Le portrait de l'évêque : un homme bon
- Le prêtre est décrit en opposition à Jean Valjean. Ce dernier faisait peur, Mme Magloire et Mme Baptistine avaient voulu "crier" et étaient "effarées". Lorsque Mme Baptistine regarde son frère l'évêque, elle est de nouveau "calme" et "sereine" C'est un homme apaisant.
- Il n'a pas peur de Jean Valjean, il le regarde d'un "œil tranquille".
- Après le long récit de Jean Valjean, il ne répond pas vraiment à Valjean. Il s'adresse à une des femmes et dit qu'il faudra ajouter "un couvert de plus". C'est une façon détournée d'accepter l'homme à sa table et de lui offrir l'hospitalité. Lorsque Valjean s'étonne et demande s'il y a une "écurie", toujours sans lui répondre directement, il demande qu'on prépare "des draps blancs" pour le lit.

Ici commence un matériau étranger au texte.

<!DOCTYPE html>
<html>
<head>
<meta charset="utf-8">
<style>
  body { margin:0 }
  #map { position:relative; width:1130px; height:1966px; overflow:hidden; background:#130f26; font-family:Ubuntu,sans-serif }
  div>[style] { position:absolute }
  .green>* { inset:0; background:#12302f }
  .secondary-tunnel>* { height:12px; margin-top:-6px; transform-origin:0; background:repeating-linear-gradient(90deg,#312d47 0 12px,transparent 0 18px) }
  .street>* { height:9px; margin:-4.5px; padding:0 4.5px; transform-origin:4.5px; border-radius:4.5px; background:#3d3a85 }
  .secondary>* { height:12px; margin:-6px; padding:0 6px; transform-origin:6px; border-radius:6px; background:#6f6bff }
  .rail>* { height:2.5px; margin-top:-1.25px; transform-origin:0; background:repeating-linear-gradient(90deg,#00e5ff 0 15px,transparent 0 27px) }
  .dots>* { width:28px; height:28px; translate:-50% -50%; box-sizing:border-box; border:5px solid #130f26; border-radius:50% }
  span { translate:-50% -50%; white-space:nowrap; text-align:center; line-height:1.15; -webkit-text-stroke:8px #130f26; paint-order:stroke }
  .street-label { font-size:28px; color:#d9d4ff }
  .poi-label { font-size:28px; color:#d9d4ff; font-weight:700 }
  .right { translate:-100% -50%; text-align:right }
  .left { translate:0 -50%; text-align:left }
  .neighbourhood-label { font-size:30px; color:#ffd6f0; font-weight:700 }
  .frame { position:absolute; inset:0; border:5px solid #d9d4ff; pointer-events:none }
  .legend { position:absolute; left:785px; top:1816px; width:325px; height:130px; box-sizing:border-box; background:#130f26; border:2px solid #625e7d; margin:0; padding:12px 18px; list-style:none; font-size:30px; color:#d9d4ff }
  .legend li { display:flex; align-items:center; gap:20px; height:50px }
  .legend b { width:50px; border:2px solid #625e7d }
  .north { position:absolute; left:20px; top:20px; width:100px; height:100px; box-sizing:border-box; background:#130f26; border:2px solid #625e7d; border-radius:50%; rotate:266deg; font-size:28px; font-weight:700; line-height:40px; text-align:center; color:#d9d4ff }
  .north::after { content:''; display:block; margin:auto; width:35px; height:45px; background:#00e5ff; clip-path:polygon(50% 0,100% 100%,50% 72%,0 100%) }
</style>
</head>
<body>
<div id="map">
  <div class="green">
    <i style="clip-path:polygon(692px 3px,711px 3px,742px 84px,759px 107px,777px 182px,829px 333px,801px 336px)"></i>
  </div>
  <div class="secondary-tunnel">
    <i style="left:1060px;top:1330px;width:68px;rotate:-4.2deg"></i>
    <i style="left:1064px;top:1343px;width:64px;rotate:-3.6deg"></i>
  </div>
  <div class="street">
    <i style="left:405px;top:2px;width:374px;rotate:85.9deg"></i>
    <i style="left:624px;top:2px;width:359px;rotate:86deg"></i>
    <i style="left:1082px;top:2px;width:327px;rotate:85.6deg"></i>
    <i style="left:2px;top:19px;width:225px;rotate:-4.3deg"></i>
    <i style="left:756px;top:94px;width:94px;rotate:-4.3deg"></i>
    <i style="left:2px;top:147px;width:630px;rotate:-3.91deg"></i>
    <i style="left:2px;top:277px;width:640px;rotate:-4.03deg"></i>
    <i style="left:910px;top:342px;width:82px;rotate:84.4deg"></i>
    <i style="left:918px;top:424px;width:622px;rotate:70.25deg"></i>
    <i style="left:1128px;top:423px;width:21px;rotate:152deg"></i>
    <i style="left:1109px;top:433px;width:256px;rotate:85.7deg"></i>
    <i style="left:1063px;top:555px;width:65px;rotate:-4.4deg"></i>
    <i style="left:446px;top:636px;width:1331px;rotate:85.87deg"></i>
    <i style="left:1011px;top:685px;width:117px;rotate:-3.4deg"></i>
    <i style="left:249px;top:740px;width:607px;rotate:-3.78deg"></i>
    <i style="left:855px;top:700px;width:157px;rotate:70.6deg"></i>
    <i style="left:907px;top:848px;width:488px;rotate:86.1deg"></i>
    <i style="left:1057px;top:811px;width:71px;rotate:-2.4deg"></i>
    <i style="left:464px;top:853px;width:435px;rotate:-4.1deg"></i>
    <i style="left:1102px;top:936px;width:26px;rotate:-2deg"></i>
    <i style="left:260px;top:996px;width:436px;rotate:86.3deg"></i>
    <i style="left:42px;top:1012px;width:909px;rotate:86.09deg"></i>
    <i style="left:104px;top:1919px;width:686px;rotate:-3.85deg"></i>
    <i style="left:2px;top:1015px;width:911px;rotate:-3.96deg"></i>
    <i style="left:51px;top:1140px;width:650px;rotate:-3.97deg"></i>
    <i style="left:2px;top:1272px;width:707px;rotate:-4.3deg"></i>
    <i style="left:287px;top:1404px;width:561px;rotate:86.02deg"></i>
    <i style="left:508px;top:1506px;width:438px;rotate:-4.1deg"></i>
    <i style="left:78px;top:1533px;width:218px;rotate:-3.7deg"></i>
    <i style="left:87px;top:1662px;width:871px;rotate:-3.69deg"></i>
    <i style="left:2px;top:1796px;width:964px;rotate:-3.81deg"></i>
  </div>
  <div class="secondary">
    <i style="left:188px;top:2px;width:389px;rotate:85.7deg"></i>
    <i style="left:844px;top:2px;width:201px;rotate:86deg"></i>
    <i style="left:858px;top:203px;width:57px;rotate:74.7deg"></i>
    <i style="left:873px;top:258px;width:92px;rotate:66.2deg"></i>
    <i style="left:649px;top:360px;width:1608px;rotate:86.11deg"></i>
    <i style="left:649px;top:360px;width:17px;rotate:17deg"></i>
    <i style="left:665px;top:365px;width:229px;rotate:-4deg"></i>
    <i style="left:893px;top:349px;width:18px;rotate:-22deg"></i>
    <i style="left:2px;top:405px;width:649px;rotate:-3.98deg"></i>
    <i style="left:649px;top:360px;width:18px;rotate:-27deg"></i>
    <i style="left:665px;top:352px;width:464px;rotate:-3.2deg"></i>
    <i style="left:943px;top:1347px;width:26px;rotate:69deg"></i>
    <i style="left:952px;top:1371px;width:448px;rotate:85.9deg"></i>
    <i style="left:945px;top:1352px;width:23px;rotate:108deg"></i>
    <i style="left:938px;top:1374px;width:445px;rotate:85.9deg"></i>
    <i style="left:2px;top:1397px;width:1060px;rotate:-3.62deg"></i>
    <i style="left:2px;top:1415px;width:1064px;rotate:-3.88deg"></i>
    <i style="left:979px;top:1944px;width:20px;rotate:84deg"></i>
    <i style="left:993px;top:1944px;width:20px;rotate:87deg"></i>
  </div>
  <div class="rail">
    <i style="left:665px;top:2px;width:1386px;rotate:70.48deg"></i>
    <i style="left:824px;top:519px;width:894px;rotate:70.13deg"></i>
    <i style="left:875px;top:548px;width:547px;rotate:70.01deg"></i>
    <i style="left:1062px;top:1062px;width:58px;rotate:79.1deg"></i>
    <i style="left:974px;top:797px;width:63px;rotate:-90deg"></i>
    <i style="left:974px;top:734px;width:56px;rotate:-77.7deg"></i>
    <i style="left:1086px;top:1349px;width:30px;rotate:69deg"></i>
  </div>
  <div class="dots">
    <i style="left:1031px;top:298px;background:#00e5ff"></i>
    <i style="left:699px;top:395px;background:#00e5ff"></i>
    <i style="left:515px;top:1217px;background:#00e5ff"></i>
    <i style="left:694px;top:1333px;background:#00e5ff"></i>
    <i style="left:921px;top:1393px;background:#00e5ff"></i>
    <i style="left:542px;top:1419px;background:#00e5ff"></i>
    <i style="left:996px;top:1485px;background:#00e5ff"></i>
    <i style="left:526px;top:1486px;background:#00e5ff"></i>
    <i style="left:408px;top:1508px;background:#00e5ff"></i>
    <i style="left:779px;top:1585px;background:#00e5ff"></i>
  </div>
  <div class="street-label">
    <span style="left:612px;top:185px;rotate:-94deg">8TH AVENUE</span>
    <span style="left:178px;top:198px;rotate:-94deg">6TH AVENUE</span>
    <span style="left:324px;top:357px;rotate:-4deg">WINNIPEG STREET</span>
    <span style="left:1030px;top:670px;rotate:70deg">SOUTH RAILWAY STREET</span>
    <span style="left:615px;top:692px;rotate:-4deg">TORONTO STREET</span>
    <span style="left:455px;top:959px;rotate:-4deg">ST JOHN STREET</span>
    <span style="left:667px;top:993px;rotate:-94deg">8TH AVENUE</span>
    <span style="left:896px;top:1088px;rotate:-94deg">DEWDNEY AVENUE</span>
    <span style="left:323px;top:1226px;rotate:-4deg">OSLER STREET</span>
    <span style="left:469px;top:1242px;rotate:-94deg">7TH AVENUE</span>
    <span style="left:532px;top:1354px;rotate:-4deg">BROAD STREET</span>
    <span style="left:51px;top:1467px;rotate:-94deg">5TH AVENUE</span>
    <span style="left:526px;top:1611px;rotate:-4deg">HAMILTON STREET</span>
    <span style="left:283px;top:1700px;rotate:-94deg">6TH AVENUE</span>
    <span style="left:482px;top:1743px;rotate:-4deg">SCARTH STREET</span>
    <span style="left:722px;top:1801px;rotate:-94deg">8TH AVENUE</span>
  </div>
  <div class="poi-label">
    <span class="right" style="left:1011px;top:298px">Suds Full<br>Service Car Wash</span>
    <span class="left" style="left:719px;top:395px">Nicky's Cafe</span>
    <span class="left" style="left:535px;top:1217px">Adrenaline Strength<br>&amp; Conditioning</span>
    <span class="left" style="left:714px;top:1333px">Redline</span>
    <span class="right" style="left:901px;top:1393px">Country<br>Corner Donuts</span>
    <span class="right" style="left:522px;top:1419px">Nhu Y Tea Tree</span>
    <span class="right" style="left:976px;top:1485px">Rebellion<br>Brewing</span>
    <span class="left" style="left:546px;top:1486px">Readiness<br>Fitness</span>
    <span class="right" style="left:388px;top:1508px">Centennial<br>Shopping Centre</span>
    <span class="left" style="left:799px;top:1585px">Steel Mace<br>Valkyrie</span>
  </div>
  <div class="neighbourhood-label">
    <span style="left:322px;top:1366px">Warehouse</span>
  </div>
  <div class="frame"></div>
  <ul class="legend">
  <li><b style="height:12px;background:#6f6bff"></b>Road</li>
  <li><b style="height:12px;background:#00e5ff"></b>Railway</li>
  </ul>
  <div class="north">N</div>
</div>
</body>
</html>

- L'évêque appelle Jean Valjean "monsieur" et le vouvoie. Il lui demande de s'asseoir. C'est la dernier signe de sa bonté. Valjean n'a pu s'arrêter nulle part. Enfin, il peut se reposer.

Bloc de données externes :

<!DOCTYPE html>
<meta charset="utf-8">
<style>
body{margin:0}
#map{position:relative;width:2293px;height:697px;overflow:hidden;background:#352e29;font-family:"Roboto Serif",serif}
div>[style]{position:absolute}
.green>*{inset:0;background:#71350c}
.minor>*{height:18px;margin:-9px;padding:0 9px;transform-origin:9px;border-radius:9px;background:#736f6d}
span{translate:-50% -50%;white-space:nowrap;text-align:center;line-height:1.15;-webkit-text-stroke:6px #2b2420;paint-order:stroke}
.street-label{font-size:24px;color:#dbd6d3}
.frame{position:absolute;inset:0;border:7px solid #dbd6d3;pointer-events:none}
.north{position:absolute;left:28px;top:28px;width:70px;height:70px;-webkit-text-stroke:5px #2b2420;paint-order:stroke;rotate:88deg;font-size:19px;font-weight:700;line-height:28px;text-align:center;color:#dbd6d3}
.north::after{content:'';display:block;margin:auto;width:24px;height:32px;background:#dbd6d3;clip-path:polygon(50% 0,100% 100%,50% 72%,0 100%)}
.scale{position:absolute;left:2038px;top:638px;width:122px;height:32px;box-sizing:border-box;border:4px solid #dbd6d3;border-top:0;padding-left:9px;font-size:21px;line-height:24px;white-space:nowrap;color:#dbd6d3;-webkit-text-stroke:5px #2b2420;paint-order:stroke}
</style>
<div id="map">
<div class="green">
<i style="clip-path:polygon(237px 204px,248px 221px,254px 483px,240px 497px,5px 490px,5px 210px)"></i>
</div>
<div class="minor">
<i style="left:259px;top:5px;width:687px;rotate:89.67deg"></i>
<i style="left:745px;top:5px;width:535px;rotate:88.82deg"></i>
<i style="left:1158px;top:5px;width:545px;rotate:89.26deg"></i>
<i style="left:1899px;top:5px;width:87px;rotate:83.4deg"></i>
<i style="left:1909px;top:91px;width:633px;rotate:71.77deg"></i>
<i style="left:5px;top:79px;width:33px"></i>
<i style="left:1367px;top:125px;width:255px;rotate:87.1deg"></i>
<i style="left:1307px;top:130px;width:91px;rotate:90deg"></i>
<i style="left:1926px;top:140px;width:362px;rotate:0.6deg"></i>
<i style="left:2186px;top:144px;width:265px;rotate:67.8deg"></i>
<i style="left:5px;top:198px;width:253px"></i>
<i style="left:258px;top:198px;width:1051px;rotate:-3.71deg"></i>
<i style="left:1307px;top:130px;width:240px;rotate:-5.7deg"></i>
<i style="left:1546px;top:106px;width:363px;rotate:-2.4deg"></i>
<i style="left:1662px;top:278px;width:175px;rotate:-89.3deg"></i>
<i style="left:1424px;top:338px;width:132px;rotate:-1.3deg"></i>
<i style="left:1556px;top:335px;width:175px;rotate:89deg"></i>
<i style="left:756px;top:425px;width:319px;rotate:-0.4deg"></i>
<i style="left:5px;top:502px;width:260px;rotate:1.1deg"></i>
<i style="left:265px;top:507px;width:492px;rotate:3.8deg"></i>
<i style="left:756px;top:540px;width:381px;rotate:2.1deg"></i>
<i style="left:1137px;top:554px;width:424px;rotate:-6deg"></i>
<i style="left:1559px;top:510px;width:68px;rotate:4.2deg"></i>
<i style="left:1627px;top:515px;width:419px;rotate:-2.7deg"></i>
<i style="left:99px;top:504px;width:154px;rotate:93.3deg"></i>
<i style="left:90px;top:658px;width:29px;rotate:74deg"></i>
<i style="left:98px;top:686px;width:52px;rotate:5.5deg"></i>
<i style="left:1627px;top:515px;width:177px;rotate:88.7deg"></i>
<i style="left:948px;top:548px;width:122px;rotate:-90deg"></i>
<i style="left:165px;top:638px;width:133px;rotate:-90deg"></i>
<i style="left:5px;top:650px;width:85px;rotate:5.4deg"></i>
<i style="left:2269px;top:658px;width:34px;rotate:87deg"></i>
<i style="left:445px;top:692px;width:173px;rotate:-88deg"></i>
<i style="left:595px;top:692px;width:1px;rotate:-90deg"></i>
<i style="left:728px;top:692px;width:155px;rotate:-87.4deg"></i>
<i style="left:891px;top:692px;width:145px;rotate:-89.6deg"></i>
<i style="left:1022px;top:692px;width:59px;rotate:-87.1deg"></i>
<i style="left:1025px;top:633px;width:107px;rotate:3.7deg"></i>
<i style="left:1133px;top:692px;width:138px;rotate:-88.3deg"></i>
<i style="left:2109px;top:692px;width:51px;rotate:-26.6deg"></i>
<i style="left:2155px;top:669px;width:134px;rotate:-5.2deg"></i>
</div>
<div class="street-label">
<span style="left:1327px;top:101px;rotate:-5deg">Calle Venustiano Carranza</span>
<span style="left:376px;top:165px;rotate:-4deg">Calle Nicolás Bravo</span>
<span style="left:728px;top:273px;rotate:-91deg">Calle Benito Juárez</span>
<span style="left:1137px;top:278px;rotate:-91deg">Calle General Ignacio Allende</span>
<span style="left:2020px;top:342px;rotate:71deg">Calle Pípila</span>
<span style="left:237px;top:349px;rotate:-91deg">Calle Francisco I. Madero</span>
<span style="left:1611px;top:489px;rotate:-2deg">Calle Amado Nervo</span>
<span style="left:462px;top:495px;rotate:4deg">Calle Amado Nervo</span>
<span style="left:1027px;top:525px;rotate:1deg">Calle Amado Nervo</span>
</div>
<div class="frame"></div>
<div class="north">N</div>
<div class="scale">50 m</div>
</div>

- C'est un homme qui apparaît comme bon. Il ne reproche rien à Valjean, le traite bien alors qu'il sait qu'il a été forçat.
Le lyrisme de Jean Valjean
- Au début, le récit est raconté de façon sobre mais plein de pathétisme. Jean Valjean a même été rejeté par un chien. Il n'y avait même pas d'étoile pour lui. Il insiste sur les termes "forçat", "galérien", "passeport jaune", "je viens des galères" ; il croit que l'évêque n'a pas compris.
- Il y a un changement d'attitude chez Valjean dans cette scène. Il est d'abord apparu comme rude et froid. Il était résolu mais aussi presque certain qu'on le rejetterait. Il est surpris par la réaction de l'évêque.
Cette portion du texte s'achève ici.